- **Information supplied**:
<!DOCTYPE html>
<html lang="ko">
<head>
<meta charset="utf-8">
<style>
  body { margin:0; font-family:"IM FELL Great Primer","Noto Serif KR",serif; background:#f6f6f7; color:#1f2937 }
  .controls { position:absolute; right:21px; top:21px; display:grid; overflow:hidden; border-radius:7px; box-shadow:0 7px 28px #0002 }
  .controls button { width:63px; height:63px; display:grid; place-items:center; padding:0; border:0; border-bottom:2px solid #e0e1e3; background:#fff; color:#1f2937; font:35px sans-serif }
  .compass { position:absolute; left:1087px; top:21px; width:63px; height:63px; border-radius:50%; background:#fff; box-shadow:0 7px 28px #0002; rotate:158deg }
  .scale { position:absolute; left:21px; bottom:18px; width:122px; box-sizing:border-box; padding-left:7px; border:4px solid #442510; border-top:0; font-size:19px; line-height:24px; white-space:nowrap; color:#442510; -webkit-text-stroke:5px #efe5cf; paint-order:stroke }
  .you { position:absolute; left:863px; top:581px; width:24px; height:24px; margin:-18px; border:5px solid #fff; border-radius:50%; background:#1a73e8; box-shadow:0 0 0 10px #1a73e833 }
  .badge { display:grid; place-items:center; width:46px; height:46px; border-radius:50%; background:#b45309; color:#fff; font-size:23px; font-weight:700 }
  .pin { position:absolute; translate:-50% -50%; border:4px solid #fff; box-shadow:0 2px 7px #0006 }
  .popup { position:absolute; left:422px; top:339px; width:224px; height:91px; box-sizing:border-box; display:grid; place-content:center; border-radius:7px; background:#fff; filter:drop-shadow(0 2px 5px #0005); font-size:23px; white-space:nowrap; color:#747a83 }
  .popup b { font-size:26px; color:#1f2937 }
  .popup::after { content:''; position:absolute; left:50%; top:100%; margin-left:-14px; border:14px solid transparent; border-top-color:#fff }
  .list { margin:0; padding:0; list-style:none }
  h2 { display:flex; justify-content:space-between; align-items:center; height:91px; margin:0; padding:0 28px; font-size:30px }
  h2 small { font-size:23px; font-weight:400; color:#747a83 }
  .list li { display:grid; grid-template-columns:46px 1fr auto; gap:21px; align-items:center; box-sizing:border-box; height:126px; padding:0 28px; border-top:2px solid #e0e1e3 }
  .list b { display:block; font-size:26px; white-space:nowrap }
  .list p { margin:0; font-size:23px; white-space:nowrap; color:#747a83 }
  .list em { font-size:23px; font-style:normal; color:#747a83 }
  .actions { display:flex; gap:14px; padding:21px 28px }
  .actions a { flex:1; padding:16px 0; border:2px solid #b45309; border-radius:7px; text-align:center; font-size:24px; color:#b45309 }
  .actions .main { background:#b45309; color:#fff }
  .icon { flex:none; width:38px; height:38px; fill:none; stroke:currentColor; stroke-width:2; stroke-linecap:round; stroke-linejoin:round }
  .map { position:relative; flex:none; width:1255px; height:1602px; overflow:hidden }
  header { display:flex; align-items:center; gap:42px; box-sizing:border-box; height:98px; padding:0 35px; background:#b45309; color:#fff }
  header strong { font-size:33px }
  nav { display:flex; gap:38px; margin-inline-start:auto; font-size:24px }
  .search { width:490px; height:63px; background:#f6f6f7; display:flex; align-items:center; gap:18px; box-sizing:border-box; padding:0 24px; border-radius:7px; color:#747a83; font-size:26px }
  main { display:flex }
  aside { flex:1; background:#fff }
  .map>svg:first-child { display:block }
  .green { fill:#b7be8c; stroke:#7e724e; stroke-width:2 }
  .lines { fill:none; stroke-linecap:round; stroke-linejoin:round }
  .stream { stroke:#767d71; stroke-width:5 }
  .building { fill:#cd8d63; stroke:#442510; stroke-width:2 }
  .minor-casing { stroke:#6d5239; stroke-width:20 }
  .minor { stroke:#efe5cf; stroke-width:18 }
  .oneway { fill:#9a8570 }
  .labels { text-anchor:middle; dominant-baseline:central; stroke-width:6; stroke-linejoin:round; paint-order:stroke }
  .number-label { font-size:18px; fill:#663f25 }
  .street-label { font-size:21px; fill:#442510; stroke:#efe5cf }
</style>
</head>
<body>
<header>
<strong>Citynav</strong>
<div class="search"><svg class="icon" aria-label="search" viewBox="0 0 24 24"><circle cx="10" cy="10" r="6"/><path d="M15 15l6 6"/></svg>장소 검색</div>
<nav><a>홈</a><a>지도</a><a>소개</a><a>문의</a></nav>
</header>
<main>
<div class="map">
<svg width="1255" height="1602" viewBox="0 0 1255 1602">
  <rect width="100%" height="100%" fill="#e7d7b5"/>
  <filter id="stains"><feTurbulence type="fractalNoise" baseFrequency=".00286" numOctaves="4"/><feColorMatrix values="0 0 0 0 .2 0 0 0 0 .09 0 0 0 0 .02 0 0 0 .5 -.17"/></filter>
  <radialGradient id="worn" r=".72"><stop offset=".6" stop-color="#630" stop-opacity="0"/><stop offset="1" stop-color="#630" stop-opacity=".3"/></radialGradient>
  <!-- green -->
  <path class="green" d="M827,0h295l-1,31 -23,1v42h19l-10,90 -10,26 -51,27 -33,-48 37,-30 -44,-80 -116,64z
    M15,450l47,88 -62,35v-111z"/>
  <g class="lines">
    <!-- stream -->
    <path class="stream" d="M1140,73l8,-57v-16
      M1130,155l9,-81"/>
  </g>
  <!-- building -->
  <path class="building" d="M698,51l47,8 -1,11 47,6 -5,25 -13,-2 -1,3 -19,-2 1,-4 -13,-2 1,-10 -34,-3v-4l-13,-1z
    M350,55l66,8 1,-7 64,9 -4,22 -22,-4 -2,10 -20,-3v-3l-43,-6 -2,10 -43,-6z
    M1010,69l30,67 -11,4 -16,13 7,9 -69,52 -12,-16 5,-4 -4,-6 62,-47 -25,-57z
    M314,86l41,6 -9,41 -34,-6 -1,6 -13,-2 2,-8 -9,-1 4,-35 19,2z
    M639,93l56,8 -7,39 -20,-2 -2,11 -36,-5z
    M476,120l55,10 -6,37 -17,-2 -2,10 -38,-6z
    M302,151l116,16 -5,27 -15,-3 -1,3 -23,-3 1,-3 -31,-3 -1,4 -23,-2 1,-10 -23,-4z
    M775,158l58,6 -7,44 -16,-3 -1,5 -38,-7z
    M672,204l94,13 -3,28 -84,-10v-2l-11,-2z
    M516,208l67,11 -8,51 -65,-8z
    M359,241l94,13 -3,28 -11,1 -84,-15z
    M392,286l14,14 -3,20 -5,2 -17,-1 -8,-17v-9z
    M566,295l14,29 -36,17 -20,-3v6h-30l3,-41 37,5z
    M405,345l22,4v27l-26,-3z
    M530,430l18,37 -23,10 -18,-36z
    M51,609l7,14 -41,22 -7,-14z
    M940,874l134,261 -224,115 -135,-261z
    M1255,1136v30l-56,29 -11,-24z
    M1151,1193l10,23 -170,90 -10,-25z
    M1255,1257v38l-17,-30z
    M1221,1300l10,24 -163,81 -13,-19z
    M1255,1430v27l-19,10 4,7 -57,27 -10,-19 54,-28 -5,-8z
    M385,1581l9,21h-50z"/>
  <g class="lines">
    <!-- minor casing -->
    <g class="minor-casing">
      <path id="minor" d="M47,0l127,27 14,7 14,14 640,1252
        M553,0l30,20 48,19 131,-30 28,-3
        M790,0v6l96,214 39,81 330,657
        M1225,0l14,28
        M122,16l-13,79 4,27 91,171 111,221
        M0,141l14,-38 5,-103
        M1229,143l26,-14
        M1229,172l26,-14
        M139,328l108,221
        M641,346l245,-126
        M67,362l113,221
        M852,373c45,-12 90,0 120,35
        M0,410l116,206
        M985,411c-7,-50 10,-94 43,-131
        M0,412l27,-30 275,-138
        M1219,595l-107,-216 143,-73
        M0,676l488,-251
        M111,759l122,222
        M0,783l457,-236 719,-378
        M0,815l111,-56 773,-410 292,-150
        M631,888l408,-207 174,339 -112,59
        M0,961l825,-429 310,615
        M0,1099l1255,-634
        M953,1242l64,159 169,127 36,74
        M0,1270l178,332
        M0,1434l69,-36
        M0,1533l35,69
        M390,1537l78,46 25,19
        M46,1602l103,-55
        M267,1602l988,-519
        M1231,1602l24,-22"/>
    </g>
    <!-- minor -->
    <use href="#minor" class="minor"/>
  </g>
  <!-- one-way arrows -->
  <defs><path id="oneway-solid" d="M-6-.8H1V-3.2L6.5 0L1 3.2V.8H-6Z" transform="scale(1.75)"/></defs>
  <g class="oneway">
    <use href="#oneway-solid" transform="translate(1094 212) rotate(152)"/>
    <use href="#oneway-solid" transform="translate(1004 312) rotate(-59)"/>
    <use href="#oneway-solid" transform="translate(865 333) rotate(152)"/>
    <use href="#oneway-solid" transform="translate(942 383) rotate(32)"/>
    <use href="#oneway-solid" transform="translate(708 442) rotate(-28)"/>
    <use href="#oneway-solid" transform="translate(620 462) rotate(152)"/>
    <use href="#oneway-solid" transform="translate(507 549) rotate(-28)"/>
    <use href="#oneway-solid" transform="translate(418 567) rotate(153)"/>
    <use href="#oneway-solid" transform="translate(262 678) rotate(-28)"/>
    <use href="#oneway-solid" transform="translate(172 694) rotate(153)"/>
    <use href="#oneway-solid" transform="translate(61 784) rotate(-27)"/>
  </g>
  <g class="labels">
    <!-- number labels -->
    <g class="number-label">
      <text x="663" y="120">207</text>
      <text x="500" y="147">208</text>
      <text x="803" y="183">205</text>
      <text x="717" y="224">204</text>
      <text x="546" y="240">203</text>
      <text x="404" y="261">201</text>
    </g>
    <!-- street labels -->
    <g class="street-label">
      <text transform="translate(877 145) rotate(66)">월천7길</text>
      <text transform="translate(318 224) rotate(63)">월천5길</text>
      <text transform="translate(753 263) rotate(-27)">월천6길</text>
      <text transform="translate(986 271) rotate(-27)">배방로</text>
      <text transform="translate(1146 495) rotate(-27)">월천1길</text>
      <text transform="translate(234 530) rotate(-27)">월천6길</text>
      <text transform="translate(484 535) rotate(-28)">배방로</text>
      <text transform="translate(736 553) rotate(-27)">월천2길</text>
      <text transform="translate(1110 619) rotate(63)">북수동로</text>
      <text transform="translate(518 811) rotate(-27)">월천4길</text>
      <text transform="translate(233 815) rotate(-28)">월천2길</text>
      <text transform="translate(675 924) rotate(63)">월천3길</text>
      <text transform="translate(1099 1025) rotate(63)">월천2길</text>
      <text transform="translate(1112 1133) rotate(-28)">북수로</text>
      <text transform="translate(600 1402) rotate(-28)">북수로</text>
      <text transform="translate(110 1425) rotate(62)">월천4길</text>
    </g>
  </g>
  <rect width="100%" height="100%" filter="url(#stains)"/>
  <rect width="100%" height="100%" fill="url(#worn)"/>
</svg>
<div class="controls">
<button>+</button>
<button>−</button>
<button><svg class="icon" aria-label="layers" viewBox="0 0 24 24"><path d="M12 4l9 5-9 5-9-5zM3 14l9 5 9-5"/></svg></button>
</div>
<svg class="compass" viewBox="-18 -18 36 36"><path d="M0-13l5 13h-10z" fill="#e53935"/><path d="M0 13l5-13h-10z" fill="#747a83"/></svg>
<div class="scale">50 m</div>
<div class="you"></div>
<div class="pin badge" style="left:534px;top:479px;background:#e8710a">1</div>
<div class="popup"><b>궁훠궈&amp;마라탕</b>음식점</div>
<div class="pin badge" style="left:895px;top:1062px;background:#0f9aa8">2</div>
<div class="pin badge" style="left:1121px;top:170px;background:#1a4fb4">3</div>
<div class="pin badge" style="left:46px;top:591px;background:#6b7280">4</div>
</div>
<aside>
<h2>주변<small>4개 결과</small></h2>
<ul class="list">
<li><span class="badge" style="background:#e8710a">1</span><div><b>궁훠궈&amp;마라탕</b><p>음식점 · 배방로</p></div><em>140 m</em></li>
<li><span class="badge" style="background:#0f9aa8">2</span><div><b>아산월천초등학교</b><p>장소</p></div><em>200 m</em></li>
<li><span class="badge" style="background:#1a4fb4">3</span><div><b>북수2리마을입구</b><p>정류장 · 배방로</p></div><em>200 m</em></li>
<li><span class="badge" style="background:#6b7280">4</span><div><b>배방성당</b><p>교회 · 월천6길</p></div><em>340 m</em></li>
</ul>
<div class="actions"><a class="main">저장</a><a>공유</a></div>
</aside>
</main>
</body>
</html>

- **Exercise brief**:
When a line of the data above holds the string "compass", count it, and reply with the resulting number only.

- **Written answer**:
2